The FTSE 100 is rising alongside continental European indices and closed at a record high last week, Bloomberg noted. The British market has recovered all losses from the April low caused by U.S. duties. The Morningstar UK index was one of the fastest-growing in Europe over the period, noted Morningstar. Global bank HSBC was the largest contributor to the index's growth, followed by defense and aerospace company Rolls-Royce and Shell. BAE Systems, which is benefiting from the rise of the defense sector in Europe, was the fourth biggest driver of growth in the index. BAE Systems shares now look undervalued, while the others are fairly valued, according to Morningstar.

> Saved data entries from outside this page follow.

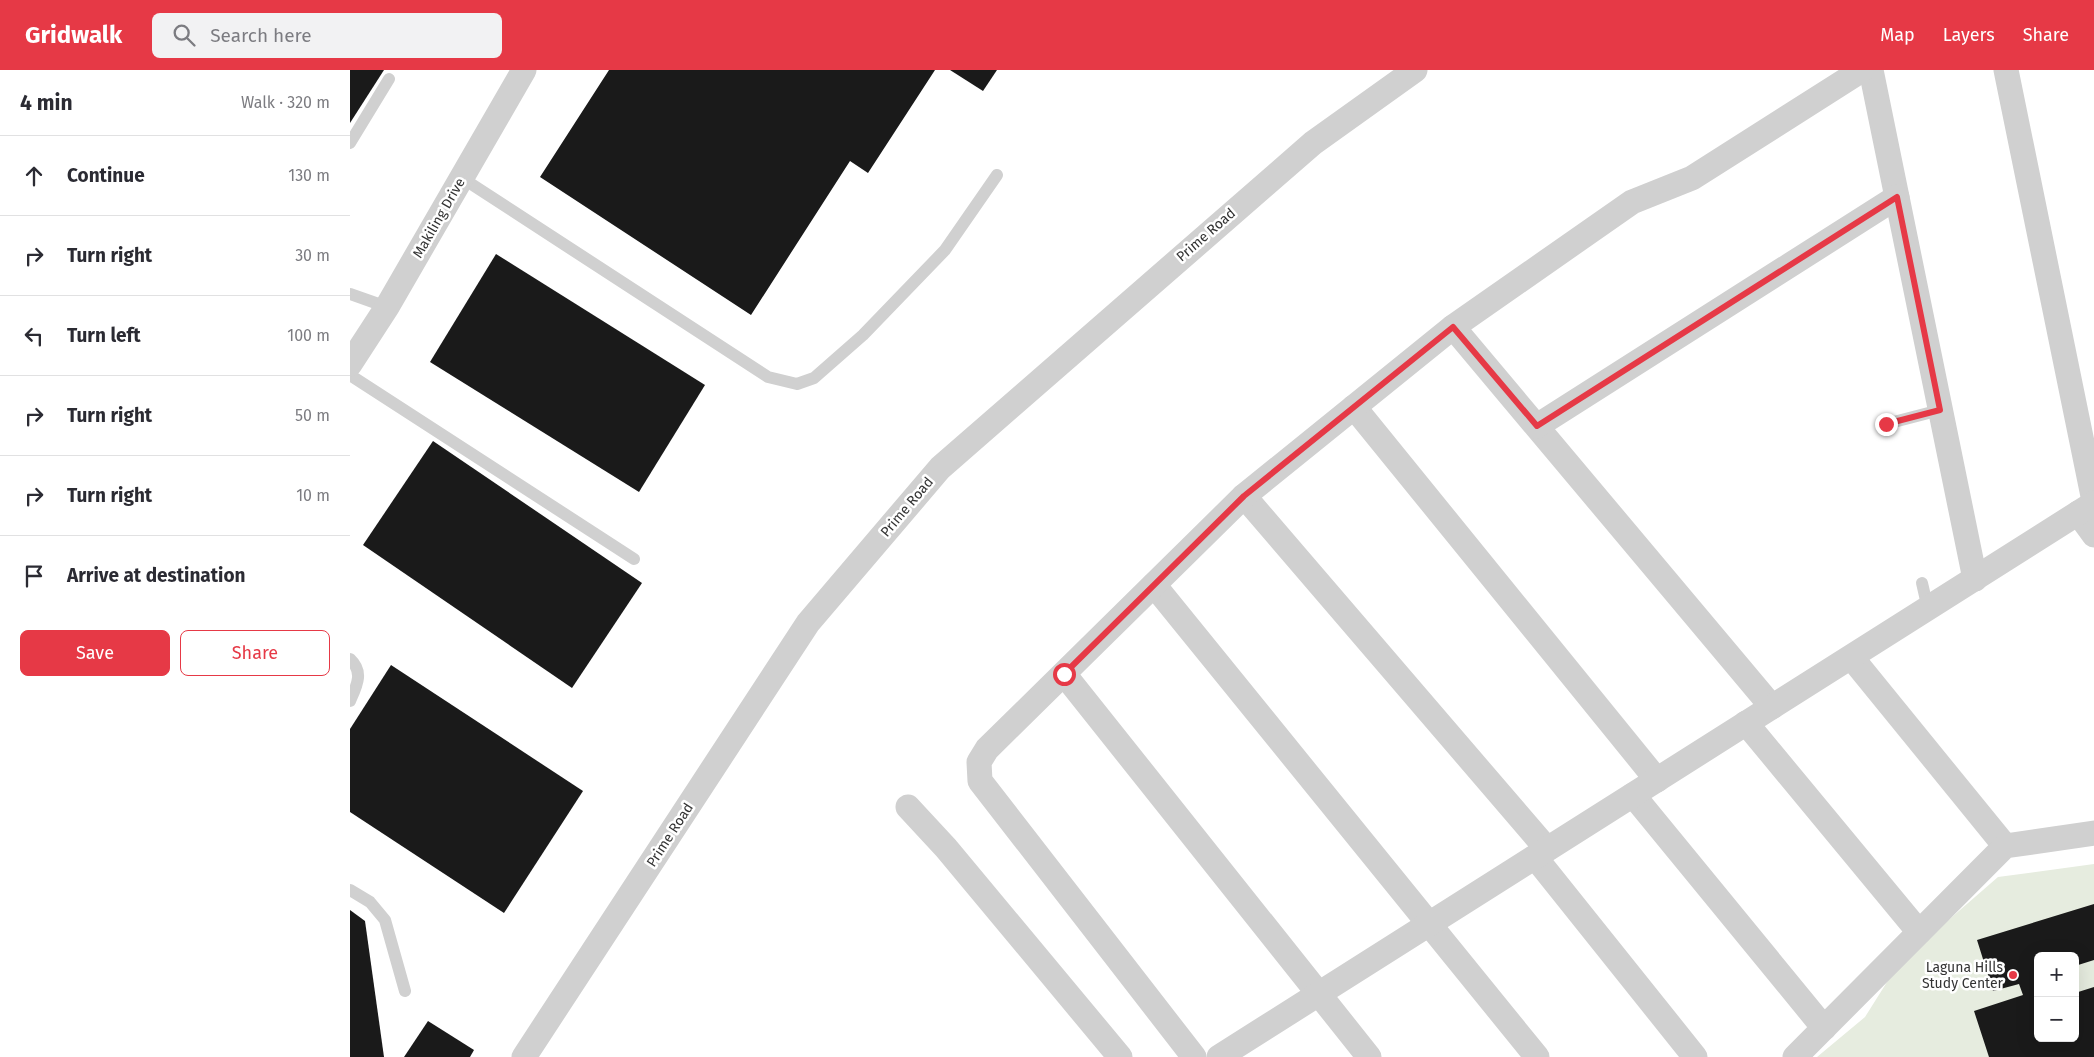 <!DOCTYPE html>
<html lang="en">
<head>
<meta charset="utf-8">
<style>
	body { margin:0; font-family:"Fira Sans",sans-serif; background:#f2f2f3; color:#2b2b33 }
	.controls { position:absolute; right:15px; bottom:15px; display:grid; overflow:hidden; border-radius:8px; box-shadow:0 5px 20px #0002 }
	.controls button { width:45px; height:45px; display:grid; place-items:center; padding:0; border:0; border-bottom:1px solid #e1e1e2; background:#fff; color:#2b2b33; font:25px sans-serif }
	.stop { position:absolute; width:15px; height:15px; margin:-11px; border:4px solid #e63946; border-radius:50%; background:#fff }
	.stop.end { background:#e63946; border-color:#fff; box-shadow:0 1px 5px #0008 }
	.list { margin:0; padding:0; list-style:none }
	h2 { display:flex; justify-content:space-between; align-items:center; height:65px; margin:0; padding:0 20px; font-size:21px }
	h2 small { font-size:16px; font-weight:400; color:#7c7c81 }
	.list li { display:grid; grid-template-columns:32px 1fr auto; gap:15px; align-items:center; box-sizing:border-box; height:80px; padding:0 20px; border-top:1px solid #e1e1e2 }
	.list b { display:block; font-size:19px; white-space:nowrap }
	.list em { font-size:16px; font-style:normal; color:#7c7c81 }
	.actions { display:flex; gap:10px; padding:15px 20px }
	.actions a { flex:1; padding:11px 0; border:1px solid #e63946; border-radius:8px; text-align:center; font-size:18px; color:#e63946 }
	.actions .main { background:#e63946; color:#fff }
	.icon { flex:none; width:28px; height:28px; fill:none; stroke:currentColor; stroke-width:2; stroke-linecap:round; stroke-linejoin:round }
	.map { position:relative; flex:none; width:1744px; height:987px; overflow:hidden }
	header { display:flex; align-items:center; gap:30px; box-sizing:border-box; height:70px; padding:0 25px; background:#e63946; color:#fff }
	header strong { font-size:24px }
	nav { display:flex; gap:28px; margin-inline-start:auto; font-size:18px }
	.search { width:350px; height:45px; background:#f2f2f3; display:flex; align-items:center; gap:12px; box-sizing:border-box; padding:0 18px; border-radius:8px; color:#7c7c81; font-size:19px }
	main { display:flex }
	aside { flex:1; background:#fff }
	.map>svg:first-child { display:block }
</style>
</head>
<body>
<header>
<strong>Gridwalk</strong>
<div class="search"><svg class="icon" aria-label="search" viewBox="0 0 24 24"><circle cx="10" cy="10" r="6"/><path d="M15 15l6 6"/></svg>Search here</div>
<nav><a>Map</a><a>Layers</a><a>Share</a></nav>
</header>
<main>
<aside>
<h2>4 min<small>Walk · 320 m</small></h2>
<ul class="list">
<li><svg class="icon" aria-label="ahead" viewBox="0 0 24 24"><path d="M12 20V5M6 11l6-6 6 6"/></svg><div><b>Continue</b></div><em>130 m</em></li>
<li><svg class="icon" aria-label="right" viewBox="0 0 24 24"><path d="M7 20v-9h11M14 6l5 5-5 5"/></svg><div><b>Turn right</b></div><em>30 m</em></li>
<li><svg class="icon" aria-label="left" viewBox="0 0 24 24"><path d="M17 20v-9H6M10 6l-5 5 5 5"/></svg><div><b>Turn left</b></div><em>100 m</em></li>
<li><svg class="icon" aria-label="right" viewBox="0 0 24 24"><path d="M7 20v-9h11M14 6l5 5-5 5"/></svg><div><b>Turn right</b></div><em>50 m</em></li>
<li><svg class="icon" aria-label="right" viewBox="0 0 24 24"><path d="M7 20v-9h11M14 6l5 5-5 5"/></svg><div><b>Turn right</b></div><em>10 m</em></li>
<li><svg class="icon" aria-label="arrive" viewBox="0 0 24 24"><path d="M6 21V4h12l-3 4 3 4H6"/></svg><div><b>Arrive at destination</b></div></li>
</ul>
<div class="actions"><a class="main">Save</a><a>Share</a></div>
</aside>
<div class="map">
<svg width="1744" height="987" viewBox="0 0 1744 987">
	<rect width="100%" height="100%" fill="#fff"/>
	<path fill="#e6ecdf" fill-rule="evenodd" d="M 1744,794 L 1744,987 L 1467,987 L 1515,947 L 1549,893 L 1648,807 ZM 1688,886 L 1725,886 L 1725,968 L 1688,968 Z"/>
	<g fill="#1a1a1a">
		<path d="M 0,0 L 34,0 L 0,53 Z"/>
		<path d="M 259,0 L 585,0 L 518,103 L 500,91 L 401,245 L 190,107 Z"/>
		<path d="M 600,0 L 647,0 L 633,21 Z"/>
		<path d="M 146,184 L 355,315 L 289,422 L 80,292 Z"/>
		<path d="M 83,371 L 292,513 L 222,618 L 13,475 Z"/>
		<path d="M 41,595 L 233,721 L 154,843 L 0,742 L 0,659 Z"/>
		<path d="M 1744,834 L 1744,890 L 1725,896 L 1725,886 L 1688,886 L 1688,968 L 1725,968 L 1725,923 L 1744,917 L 1744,987 L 1639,987 L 1624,941 L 1673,925 L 1669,914 L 1643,921 L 1627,870 Z"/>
		<path d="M 0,840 L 15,851 L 34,987 L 0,987 Z"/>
		<path d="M 78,951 L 124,980 L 120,987 L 54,987 Z"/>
	</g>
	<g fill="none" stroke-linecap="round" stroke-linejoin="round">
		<g stroke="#d0d0d0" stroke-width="12">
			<path d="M 0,73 L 39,9"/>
			<path d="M 112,108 L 418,307 L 447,314 L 464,308 L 513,265 L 595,180 L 647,105"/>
			<path d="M 0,224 L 37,237"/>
			<path d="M 0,305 L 284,489"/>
			<path d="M 1536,354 L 1590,340"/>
			<path d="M 1572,513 L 1578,539"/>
			<path d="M 0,589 C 14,602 7,615 0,631"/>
			<path d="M 0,820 L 20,832 L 35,850 L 55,921"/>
		</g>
		<g stroke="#d0d0d0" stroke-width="25">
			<path d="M 1521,0 L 1625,509"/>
			<path d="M 1656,0 L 1744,431"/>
			<path d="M 1103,257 L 1422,637"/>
			<path d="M 0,294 L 37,237 L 174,0"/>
			<path d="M 1004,337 L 1307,710"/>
			<path d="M 1187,356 L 1547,127"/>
			<path d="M 894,426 L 1197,779"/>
			<path d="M 1728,443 L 1744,465"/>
			<path d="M 804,515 L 1187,987"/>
			<path d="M 1502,588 L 1655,776"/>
			<path d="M 714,604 L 1019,987"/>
			<path d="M 1396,653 L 1569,862"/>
			<path d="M 1283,725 L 1474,958"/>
			<path d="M 558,737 L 596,778 L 770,987"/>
			<path d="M 1185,787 L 1345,987"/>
			<path d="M 174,987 L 458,553 L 590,398 L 963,73 L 1065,0"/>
			<path d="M 844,987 L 630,711 L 629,692 L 637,679 L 894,426 L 1103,257 L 1282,132 L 1342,108 L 1512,0"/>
			<path d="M 869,987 L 1744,433"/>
			<path d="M 1445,987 L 1655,776 L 1744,763"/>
		</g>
	</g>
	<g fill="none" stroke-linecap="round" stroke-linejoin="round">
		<path stroke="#e63946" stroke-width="6" d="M 714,604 L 894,426 L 1103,257 L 1187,356 L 1547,127 L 1590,340 L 1536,354"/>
	</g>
	<circle fill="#e63946" stroke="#fff" stroke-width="2" cx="1663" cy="905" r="5"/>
	<g text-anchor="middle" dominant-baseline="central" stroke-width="5" stroke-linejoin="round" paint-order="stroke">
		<g font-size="14" fill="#333" stroke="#fff">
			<text transform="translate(89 148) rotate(-60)">Makiling Drive</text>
			<text transform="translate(856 165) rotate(-41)">Prime Road</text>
			<text transform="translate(557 437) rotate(-50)">Prime Road</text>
			<text transform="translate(320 765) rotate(-57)">Prime Road</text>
		</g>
		<g font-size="14" fill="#333" stroke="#fff" text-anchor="end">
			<text x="1653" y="897">Laguna Hills<tspan x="1653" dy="16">Study Center</tspan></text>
		</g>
	</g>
</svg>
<div class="controls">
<button>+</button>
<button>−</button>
</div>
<div class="stop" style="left:714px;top:604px"></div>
<div class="stop end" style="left:1536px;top:354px"></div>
</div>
</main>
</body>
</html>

«Investors are withdrawing funds from the US, and Europe and the UK have benefited. We have an improving economy and we are seen as having a more stable political situation than many other companies,» said Charles Hall, head of research at British investment bank Peel Hunt, as quoted by the Financial Times.

UK equities also benefit from the rise in sterling against the dollar: this means «the UK market will be perceived as more valuable»: this too will help attract more investors, Hall added.

«The UK market has many advantages,» said Trevor Greetham, portfolio manager at Royal London Asset Management, who was also quoted by the FT. He pointed to the lower cost of UK securities and added that the market is more diversified and inflation-resistant than some of its peers.

How do European stocks compare to others?

The FTSE 100 blue-chip index has risen 8.2% since the start of the year, while the pan-European Stoxx 600 index has added 6.4% over the period. German securities are up 17% since the start of the year, the DAX index shows. 

The British stock market is about twice as fast as the French market, which was the «least favorite» in Bank of America's Bank of America's survey, but is just as far behind the German market, which is by contrast the favorite. France's CAC 40 stock index only adds about 4% in 2025. France's rapid growth, according to analysts, is hampered by a strong decline in the luxury sector, as well as much bigger issues - political and economic.